Byzantine Greek military general (died 636)

Theodore Trithyrius (Θεόδωρος Τριθύριος; died 636), commonly known by his title as Theodore the Sacellarius, was a Byzantine treasurer of the state (sacellarius) and a military commander during the last years of the reign of Byzantine emperor Heraclius.

==Life==
Based in Antioch during the 7th century, Trithyrius was a Greek Christian treasurer working for the Byzantine authority of Emperor Heraclius and extremely loyal to the emperor himself. He enjoyed supremacy under his title of sacellarius, usually appointed to the state treasurer.

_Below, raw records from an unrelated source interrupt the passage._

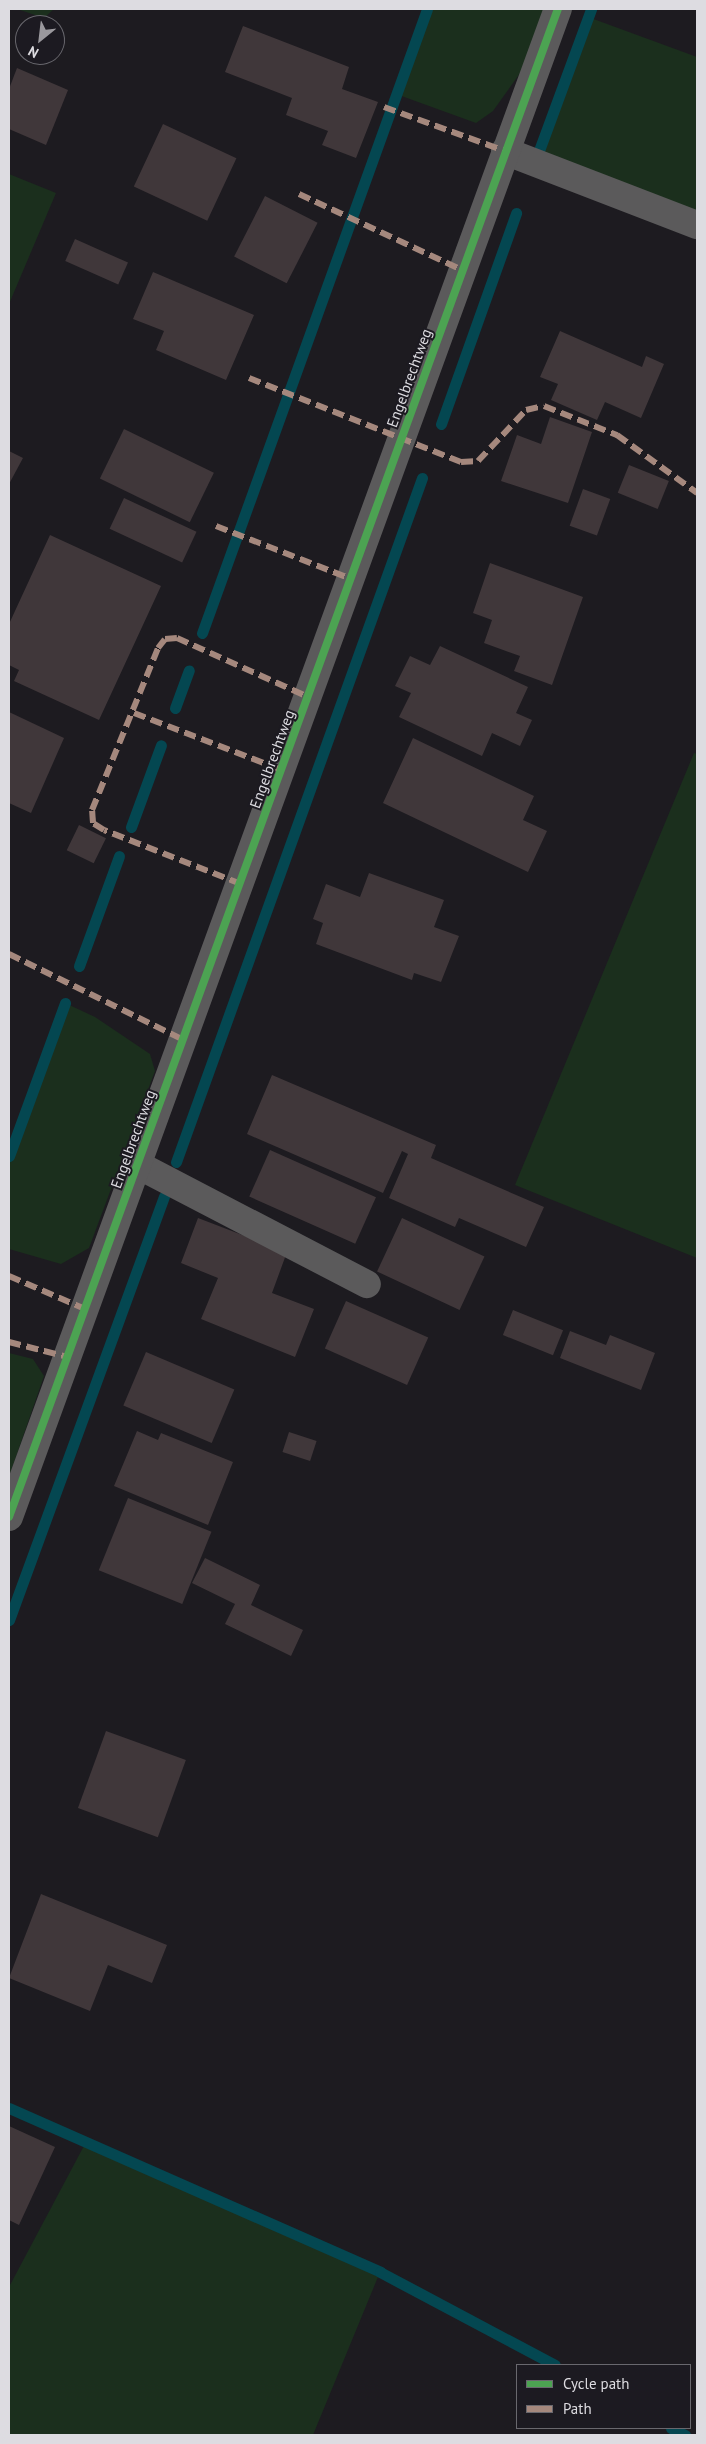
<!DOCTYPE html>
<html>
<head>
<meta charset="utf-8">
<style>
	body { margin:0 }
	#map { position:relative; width:706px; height:2444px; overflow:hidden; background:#1d1b20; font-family:"PT Sans",sans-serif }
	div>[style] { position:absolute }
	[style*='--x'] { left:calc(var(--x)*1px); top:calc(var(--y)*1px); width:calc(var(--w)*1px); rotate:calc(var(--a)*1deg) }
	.green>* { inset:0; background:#1b2f1d }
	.stream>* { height:11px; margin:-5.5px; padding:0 5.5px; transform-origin:5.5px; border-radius:5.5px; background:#044751 }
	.building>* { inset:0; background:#40373a; transform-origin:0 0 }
	.minor>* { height:28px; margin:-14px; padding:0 14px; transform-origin:14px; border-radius:14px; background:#5b5a5b }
	.quiet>* { height:6px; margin-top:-3px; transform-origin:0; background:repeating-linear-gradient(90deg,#a5887d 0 12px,transparent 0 18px) }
	.cycleway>* { height:8px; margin:-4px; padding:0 4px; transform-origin:4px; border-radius:4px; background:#4ca352 }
	span { translate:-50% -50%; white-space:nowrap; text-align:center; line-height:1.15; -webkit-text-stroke:4px #1c1a21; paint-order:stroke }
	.street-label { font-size:15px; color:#dddce1 }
	.frame { position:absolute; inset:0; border:10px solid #dddce1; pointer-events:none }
	.legend { position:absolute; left:516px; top:2364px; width:175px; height:65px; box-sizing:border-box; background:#1c1a21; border:1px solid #69686e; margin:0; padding:6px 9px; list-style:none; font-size:15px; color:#dddce1 }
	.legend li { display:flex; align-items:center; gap:10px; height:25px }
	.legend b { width:25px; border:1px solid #69686e }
	.north { position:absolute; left:15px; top:15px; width:50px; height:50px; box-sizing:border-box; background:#1c1a21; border:1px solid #69686e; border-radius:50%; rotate:209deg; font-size:14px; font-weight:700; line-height:20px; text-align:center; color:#dddce1 }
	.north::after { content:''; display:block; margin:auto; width:18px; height:22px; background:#9a989d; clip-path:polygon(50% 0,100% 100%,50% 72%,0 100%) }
</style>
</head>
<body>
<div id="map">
	<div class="green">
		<div style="clip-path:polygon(17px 9px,54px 9px,44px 18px)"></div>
		<div style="clip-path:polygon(427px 9px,546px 9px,523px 69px,493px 111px,476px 123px,396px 94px)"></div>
		<div style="clip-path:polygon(588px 17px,697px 57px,697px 221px,537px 156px)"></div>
		<div style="clip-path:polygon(9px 174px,56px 193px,9px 304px)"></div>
		<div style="clip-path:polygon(694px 753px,697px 754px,697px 1258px,515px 1185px)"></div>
		<div style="clip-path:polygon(65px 1003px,95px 1017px,150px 1054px,155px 1071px,89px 1248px,61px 1264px,9px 1249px,9px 1156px)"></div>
		<div style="clip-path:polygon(9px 1353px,33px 1359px,44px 1376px,9px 1477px)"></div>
		<div style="clip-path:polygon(86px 2142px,380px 2272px,313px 2435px,9px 2435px,9px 2287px)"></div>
	</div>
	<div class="stream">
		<div style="--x:537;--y:156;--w:157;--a:-69.8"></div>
		<div style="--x:441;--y:424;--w:224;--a:-70.4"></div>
		<div style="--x:202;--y:633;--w:663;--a:-70.17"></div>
		<div style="--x:175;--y:708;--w:40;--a:-69.8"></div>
		<div style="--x:131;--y:827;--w:87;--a:-69.9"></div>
		<div style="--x:79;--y:966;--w:117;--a:-70"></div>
		<div style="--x:9;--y:1156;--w:163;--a:-69.9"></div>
		<div style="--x:176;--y:1162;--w:727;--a:-70.22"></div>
		<div style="--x:9;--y:1620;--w:451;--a:-69.9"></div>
		<div style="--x:9;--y:2108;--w:406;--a:23.8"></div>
		<div style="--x:380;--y:2272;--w:198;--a:28"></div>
		<div style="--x:671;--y:2428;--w:16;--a:27"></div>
	</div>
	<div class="building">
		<div style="clip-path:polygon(243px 26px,349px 67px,342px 89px,378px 102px,356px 158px,322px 145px,328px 131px,286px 115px,292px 98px,225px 72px)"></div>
		<div style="clip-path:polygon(17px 68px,68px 90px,46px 145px,9px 129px,9px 89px)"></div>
		<div style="left:163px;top:124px;width:81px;height:69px;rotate:25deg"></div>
		<div style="left:265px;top:196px;width:59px;height:68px;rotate:27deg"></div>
		<div style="left:75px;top:239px;width:58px;height:24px;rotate:24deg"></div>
		<div style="clip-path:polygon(153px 272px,254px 315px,226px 380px,156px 350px,164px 331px,133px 319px)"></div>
		<div style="clip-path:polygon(560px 331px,642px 367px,646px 356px,664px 364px,641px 418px,605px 402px,597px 420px,551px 400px,558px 384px,540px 377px)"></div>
		<div style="clip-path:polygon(550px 417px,592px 432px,568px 503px,501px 481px,517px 435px,541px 444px)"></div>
		<div style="left:124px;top:429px;width:100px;height:55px;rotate:26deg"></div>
		<div style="clip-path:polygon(9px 451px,23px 458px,9px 484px)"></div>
		<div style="left:629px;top:465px;width:43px;height:30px;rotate:22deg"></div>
		<div style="left:583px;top:489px;width:29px;height:39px;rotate:20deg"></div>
		<div style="left:124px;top:498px;width:80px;height:34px;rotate:25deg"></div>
		<div style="clip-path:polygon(50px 535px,161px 586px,99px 720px,14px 681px,19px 670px,9px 665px,9px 624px)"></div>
		<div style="clip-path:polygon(490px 563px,583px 597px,552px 685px,514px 671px,520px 656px,484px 643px,492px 620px,473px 613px)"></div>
		<div style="clip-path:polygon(440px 646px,528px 687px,516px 713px,532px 720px,520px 746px,492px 733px,482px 756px,399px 717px,411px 693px,395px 686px,410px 656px,430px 665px)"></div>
		<div style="clip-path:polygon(9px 712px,64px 738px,31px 813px,9px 803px)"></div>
		<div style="clip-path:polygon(413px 738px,534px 796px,523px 820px,547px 831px,528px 872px,383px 803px)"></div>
		<div style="left:79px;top:825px;width:30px;height:28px;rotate:26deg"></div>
		<div style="clip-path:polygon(369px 873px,444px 900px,434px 927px,459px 936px,441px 982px,414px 973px,412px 980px,316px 944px,323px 923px,313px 919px,326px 884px,360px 897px)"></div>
		<div style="clip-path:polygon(272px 1075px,436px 1145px,431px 1158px,544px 1207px,526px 1247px,459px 1218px,455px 1227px,389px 1198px,408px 1154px,402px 1151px,383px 1193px,247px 1134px)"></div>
		<div style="left:270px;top:1150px;width:116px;height:51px;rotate:24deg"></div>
		<div style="clip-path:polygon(198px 1218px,287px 1252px,272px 1293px,314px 1309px,295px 1357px,201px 1319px,218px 1278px,181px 1263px)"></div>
		<div style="left:402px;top:1218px;width:91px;height:59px;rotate:25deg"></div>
		<div style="left:346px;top:1301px;width:90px;height:52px;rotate:24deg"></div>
		<div style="left:513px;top:1310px;width:54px;height:27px;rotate:22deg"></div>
		<div style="clip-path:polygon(570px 1331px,606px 1345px,610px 1335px,655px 1353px,641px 1390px,560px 1358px)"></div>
		<div style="left:146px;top:1352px;width:96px;height:58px;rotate:23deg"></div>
		<div style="clip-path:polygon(137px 1431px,158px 1440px,161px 1433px,233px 1462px,208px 1525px,114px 1486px)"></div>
		<div style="left:289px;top:1432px;width:29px;height:21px;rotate:18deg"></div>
		<div style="left:128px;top:1498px;width:90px;height:78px;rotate:22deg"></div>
		<div style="clip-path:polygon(205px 1558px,260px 1585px,251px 1605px,303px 1630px,291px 1656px,225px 1624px,235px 1604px,192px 1583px)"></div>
		<div style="left:106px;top:1731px;width:85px;height:82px;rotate:20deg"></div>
		<div style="clip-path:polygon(41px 1894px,167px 1945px,152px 1983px,108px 1965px,90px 2011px,9px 1978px)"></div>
		<div style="clip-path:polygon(9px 2126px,55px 2147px,19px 2225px,9px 2220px)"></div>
	</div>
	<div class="minor">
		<div style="--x:505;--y:151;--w:206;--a:21.1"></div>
		<div style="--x:138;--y:1165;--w:258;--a:27.5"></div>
		<div style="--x:9;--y:1517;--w:1605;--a:-70"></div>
	</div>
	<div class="quiet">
		<div style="--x:384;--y:107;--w:129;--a:20"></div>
		<div style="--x:299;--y:194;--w:180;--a:25"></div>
		<div style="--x:249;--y:378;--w:228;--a:21.6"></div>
		<div style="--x:461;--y:462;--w:17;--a:-3"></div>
		<div style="--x:478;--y:461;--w:70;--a:-46.7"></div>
		<div style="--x:526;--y:410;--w:18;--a:-13"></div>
		<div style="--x:544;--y:406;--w:79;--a:21.7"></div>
		<div style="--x:617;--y:435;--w:99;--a:35.9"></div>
		<div style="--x:216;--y:526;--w:145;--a:21.4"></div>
		<div style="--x:134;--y:713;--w:159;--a:21.1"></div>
		<div style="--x:241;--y:884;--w:147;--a:-158.5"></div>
		<div style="--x:104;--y:830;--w:13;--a:-148"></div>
		<div style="--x:93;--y:823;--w:13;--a:-94"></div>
		<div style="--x:92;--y:810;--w:175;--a:-67.8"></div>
		<div style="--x:158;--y:648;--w:11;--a:-52"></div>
		<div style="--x:165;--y:639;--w:12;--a:-5"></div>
		<div style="--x:177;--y:638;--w:144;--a:24.2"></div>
		<div style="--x:9;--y:954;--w:195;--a:26.2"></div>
		<div style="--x:9;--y:1276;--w:83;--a:23.5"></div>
		<div style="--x:9;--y:1342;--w:61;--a:14.3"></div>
	</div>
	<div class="cycleway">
		<div style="--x:9;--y:1517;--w:1605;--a:-70"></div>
	</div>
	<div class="street-label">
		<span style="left:409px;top:378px;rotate:-70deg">Engelbrechtweg</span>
		<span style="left:272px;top:759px;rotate:-70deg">Engelbrechtweg</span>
		<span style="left:133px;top:1139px;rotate:-70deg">Engelbrechtweg</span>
	</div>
	<div class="frame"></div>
	<ul class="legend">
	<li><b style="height:6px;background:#4ca352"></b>Cycle path</li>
	<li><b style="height:6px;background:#a5887d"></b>Path</li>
	</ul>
	<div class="north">N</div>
</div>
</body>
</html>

In 634, the emperor sent his brother Theodore to fighting the invading armies of Arabs in Ajnadayn where he was decisively defeated. On his retreat, Theodore blamed his brother's incestuous marriage to their niece Martina for the defeat of the Byzantine empire and delved into an argument with him. Heraclius stripped him of his command and sent him to Constantinople. With Theodore gone, Heraclius appointed Trithyrius to take lead as the commander of his brother's army.

In 635, however, things were beginning to take a serious toll when the Byzantine armies failed considerably at other battles. This partly due to financial setbacks and the Byzantine empire failing to provide salaries for the troops, Trithyrius found himself in another role. For most times, Trithyrius's role with the army served as a constant reassurance. A certain lassitude had filled the air and Heraclius had to disband many regiments for economy's sake. There was no enthusiasm towards joining the army, however the presence of the imperial paymaster encouraged mercenary recruitment.

The Muslim conquest of Syria appeared a significant threat to the Byzantine Empire and Heraclius thus ordered Trithyrius to lead an army to counter the attacks. His real role with the army is questionable, but his involvement brought reassurance nonetheless. In August 636, he charged down to the Yarmouk River, an eastern tributary of the Jordan River, to fight the Rashidun army at the Battle of Yarmouk.

Against the opposing military leader Khalid ibn al-Walid, Trithyrius decided to give the command to Vahan, an Armenian prince, as he felt he was not a formidable army commander. This was to no avail and he died on 20 August 636 on the battlefield at Yarmouk.